In a move that affects every U.S. business with 100 or more employees (and federal contractors with 50 or more employees), the federal Office of Management and Budget (OMB) has leveraged the Paperwork Reduction Act (PRA) to direct the EEOC to immediately stay the effectiveness of the EEO-1 form issued Sept. 29, 2016, that included new data requests for wages and hours worked.

For fiscal year 2017, businesses will use the previously approved EEO-1 form to comply with reporting obligations that track race/ethnicity and gender.

Referencing the PRA regulations, the OMB concluded that the relevant circumstances related to the collection of data had changed and that the burden estimates originally provided by the EEOC were materially in error.
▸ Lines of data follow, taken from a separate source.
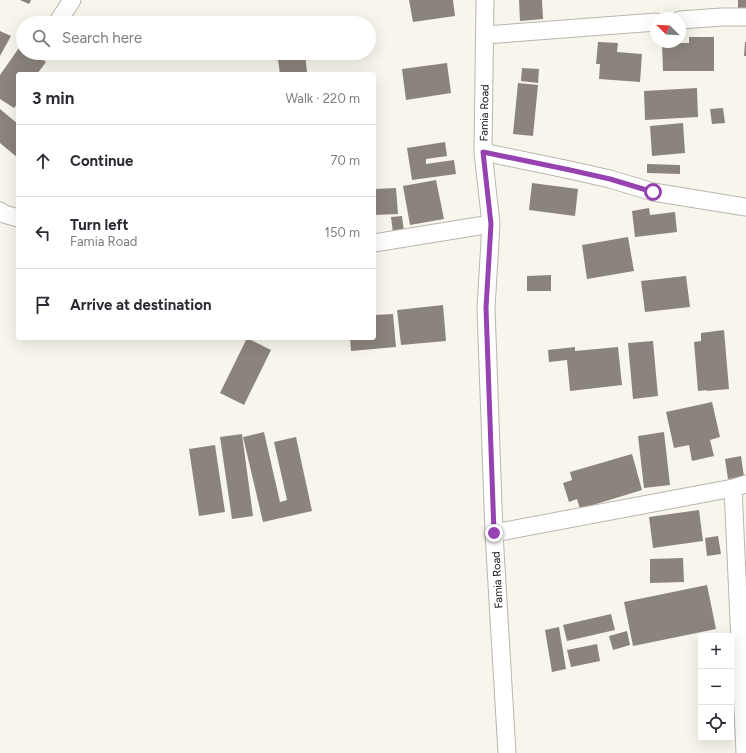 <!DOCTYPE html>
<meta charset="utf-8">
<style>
:root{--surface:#fff;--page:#f2f2f3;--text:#2b2b33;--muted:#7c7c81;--line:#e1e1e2}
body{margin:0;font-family:Figtree,sans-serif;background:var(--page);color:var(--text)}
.controls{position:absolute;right:12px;bottom:12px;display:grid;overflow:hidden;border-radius:4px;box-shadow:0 4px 16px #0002}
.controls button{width:36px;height:36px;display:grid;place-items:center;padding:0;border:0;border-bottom:1px solid var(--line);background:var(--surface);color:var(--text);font:20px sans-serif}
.compass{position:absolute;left:650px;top:12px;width:36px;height:36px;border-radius:50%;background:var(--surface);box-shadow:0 4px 16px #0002;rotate:294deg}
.stop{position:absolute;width:12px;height:12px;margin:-9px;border:3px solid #9642b0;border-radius:50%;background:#fff}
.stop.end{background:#9642b0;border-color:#fff;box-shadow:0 1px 4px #0008}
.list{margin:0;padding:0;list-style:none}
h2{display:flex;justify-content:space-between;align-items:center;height:52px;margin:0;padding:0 16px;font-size:17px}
h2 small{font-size:13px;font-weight:400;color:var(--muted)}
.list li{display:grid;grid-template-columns:26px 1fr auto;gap:12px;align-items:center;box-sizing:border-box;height:72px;padding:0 16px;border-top:1px solid var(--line)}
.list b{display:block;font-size:15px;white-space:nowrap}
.list p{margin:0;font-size:13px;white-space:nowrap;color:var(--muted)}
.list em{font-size:13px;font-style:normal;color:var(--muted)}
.icon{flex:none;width:22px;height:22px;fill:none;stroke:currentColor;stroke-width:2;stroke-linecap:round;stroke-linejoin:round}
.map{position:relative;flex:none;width:746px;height:753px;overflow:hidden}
.search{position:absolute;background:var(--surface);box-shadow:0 4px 16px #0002;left:16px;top:16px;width:360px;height:44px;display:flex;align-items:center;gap:10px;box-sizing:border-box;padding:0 14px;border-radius:22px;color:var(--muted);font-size:15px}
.panel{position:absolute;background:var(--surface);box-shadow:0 4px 16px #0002;left:16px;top:72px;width:360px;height:268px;border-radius:4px}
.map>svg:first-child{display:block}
.building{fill:#8b847d}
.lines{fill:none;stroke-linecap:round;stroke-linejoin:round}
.minor-casing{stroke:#b9b6ad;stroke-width:19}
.minor{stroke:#fff;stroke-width:17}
.route{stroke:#9642b0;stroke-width:5}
.labels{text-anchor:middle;stroke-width:3;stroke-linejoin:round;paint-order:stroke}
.street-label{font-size:11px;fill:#0f0e0b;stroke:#fff}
</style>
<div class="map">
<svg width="746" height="753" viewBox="0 0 746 753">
<rect width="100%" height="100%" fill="#f8f5ec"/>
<!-- building -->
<path class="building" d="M20,0H31L29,4Z
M409,0H453L455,16L413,22Z
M519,0H542L543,19L520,21Z
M738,0H746V8H738Z
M0,31L11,36L0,56Z
M689,37H714V71H663L662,43H689Z
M598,42L618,43L617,52L642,54L640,82L599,79L600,64H596Z
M745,42H746V56H744Z
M21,45L23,46V53H33L46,62L37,74H18V103L14,108L0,99V75Z
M277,53H305L307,72L295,74H280Z
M447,63L451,93L406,100L402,69Z
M522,68L539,69L538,83L521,81Z
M518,83L538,85L533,136L513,134Z
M697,88L698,117L645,120L644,91Z
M723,108L725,123L712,124L710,109Z
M0,109L18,124V158L0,143Z
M683,123L685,153L652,156L650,126Z
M445,142L447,156L426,159V164L454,160L456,174L412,180L407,148Z
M647,164L680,165V174L647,173Z
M436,180L444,219L410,225L403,186Z
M532,183L578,189L575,216L529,210Z
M396,188L398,214L374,215V189Z
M649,208L650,215L675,212L677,232L635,237L632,211Z
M402,216L404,232L393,233L391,217Z
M628,237L634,271L587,279L582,245Z
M551,275V291H527V276Z
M686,276L690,307L645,312L641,281Z
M443,305L446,341L401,345L397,310Z
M393,314L396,347L351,351L350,338H374V315Z
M724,330L729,389L706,391L707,390L698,391L694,342L701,341V333Z
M247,338L271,350L244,405L220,393Z
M653,341L658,396L633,399L628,343Z
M575,347V351L618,347L622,385L570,391L567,360L549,362L548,350Z
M712,402L720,437L710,440L714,456L692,461L689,445L674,448L666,412Z
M264,432L280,502L287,500L274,442L296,437L312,511L263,522L243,437Z
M664,432L670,485L644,488L638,436Z
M242,434L253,516L232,519L220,437Z
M215,445L225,512L199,516L189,449Z
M632,454L642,490L580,509L577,499L569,502L563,483L572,480L570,472Z
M741,456L744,477L728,479L725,459Z
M699,510L703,541L653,548L649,517Z
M718,536L721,554L707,556L705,538Z
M683,558L684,582L650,583V559Z
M707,585L716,629L633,646L624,602Z
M611,614L615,630L567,641L563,625Z
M559,627L566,669L552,672L545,630Z
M627,631L630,645L613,650L609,636Z
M597,644L600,661L571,667L567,650Z"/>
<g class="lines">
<!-- minor casing -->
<g class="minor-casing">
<path id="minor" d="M485,0L483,152L491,224L486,308L494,533L507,753
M680,20L722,17H746
M57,23L72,0
M486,35L656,22
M483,152L570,170L610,179L653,192L746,207
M0,211L4,214L18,218
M374,243L491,224
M733,488L745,753
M494,533L733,488L746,484"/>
</g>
<!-- minor -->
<use href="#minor" class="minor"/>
</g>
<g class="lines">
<!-- route -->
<path class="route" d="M494,533L486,308L491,224L483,152L570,170L610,179L653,192"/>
</g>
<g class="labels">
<!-- street labels -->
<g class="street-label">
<text transform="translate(484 113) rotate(-89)" y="4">Famia Road</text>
<text transform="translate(497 580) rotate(-93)" y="4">Famia Road</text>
</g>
</g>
</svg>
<div class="controls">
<button>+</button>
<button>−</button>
<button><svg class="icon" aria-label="locate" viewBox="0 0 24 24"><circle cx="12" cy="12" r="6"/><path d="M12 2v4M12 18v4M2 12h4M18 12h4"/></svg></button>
</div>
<svg class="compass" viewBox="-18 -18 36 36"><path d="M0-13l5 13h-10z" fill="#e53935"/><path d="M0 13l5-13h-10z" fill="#7c7c81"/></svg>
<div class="stop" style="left:653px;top:192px"></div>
<div class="stop end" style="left:494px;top:533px"></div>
<div class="search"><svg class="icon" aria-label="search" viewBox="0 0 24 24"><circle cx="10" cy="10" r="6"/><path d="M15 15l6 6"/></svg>Search here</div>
<section class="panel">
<h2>3 min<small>Walk · 220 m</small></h2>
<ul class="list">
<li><svg class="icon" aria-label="ahead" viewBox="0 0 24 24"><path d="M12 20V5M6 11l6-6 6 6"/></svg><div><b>Continue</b></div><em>70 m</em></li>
<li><svg class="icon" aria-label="left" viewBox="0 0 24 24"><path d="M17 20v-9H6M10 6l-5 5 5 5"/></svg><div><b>Turn left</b><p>Famia Road</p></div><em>150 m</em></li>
<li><svg class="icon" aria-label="arrive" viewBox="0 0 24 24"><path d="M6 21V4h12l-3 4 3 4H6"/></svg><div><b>Arrive at destination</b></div></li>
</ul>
</section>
</div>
Specifically, OMB cited the EEOC's issuance of data file specifications that were not contained in the original Federal Register notice and that denied the public an opportunity to comment on the method of data submission to the EEOC. Additionally, the EEOC's burden estimates did not account for the use of the particular data file specifications.

The OMB went a step further and found good cause to stay the revised EEO-1 form based on its concern that "some aspects of the revised collection of information lack practical utility, are unnecessarily burdensome, and do not adequately address privacy and confidentiality issues."

The OMB noted that this decision to stay was made in consultation with the EEOC.